■ **WORK REQUEST**
Search the material and gather each line with "bottom" in it.

■ **EXERCISE INPUT**
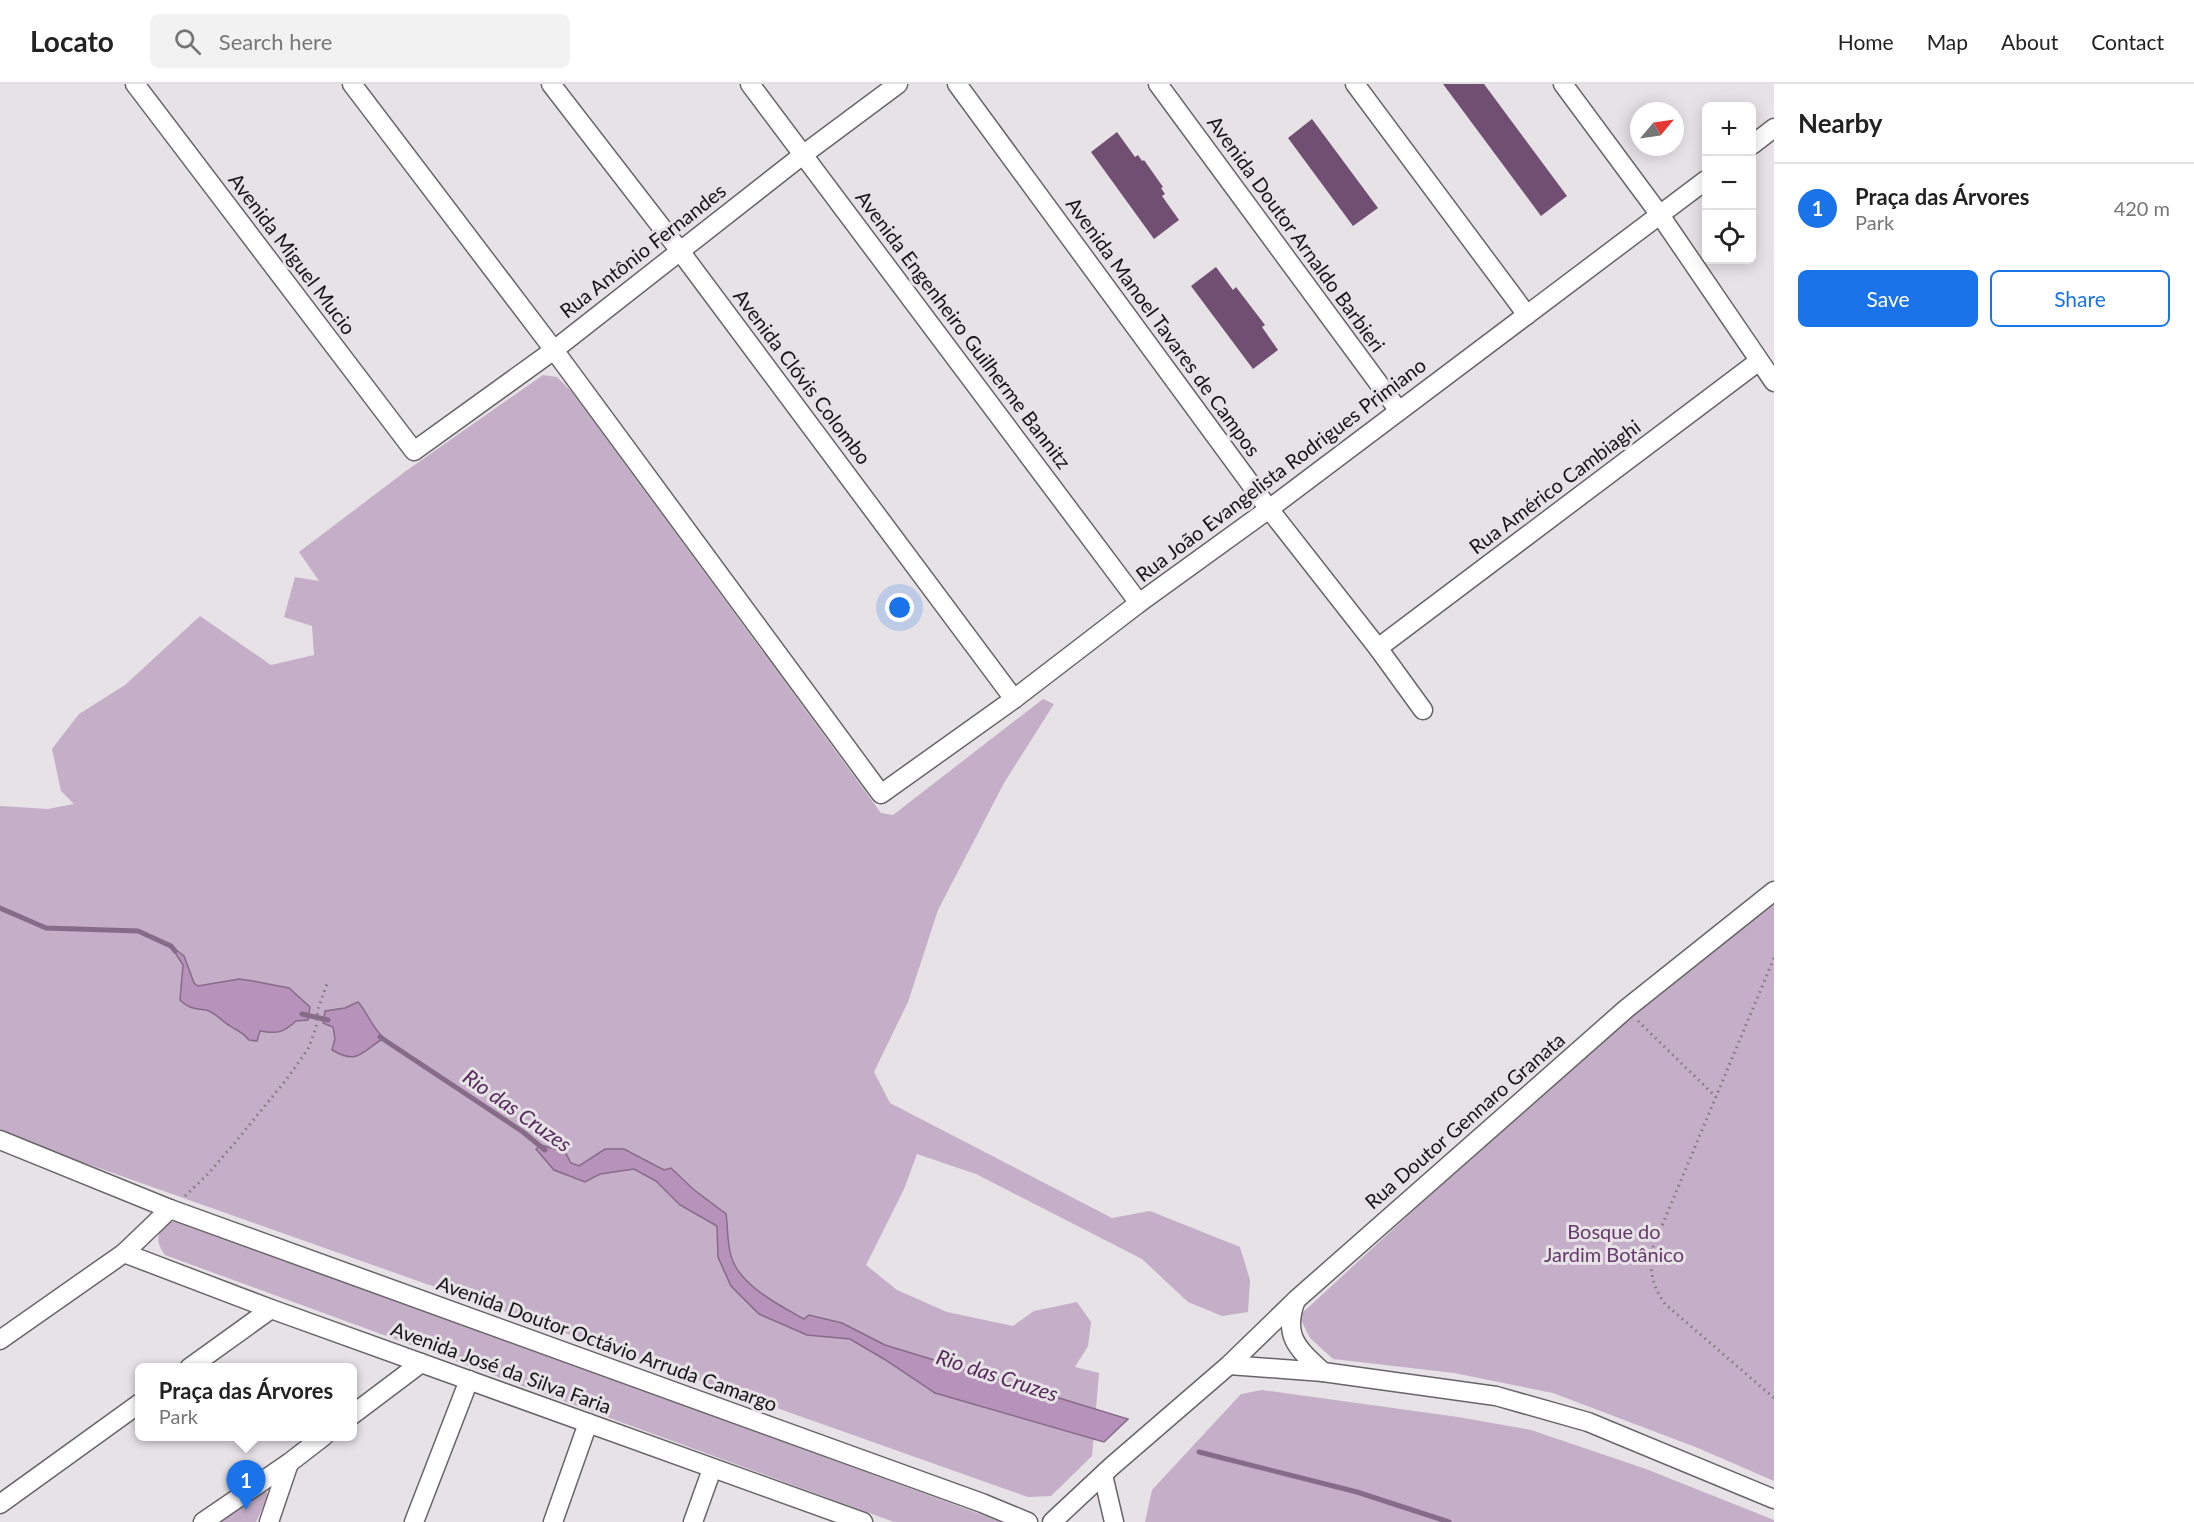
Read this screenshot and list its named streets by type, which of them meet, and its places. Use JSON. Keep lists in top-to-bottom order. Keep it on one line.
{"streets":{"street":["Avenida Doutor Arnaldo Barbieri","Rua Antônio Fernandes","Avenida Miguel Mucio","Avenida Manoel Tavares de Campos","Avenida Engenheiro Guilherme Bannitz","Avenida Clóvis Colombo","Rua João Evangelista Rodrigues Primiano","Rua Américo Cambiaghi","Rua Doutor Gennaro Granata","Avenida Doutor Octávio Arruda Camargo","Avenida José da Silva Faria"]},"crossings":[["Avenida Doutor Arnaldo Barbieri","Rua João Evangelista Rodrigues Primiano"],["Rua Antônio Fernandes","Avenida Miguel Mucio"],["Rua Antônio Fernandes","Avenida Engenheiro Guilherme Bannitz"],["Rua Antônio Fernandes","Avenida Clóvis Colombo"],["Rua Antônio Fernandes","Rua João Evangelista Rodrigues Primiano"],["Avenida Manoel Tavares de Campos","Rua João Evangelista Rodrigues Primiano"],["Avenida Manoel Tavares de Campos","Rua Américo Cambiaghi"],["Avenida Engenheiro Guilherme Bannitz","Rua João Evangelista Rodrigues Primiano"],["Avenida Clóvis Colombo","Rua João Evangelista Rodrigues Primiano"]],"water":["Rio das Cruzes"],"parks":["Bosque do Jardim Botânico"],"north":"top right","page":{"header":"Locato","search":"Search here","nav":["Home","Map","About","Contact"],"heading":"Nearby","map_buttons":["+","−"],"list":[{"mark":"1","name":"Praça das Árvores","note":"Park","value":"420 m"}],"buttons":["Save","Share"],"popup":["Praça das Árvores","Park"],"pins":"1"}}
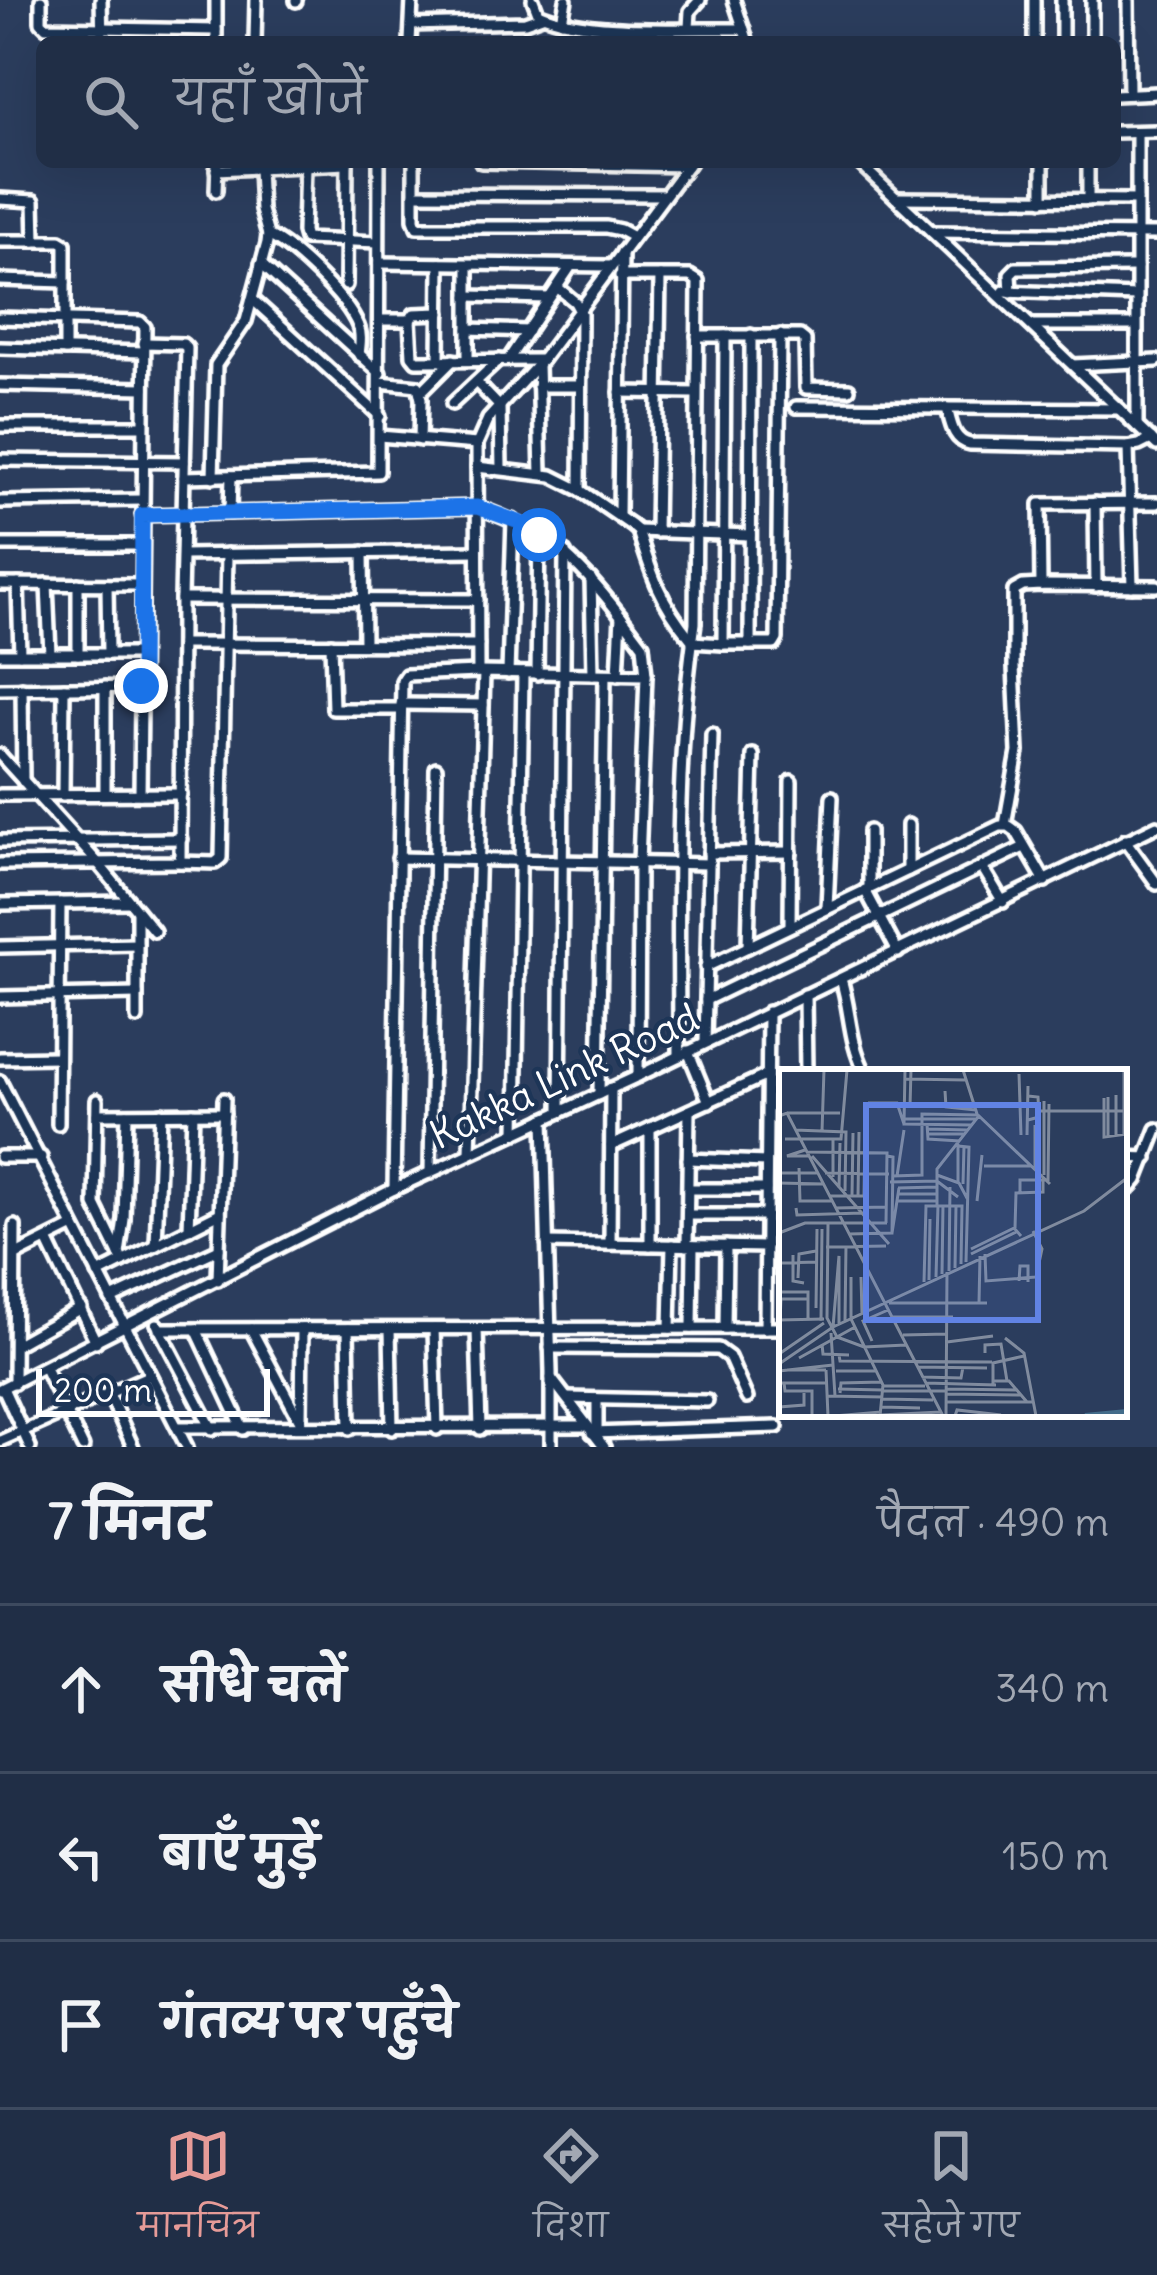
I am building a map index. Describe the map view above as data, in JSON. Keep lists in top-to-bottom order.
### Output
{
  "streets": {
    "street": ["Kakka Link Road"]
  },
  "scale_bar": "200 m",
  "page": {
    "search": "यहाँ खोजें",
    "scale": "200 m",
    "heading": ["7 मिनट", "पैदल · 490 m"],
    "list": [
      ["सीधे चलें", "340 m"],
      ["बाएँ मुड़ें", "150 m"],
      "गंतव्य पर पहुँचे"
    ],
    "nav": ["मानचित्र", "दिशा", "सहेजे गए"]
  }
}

■ **ANSWER BOX**
Read this screenshot and list its named streets by type, which of them meet, and its places. Use JSON. Keep lists in top-to-bottom order. Keep it on one line.
I am building a map index. Describe the map view above as data, in JSON. Keep lists in top-to-bottom order.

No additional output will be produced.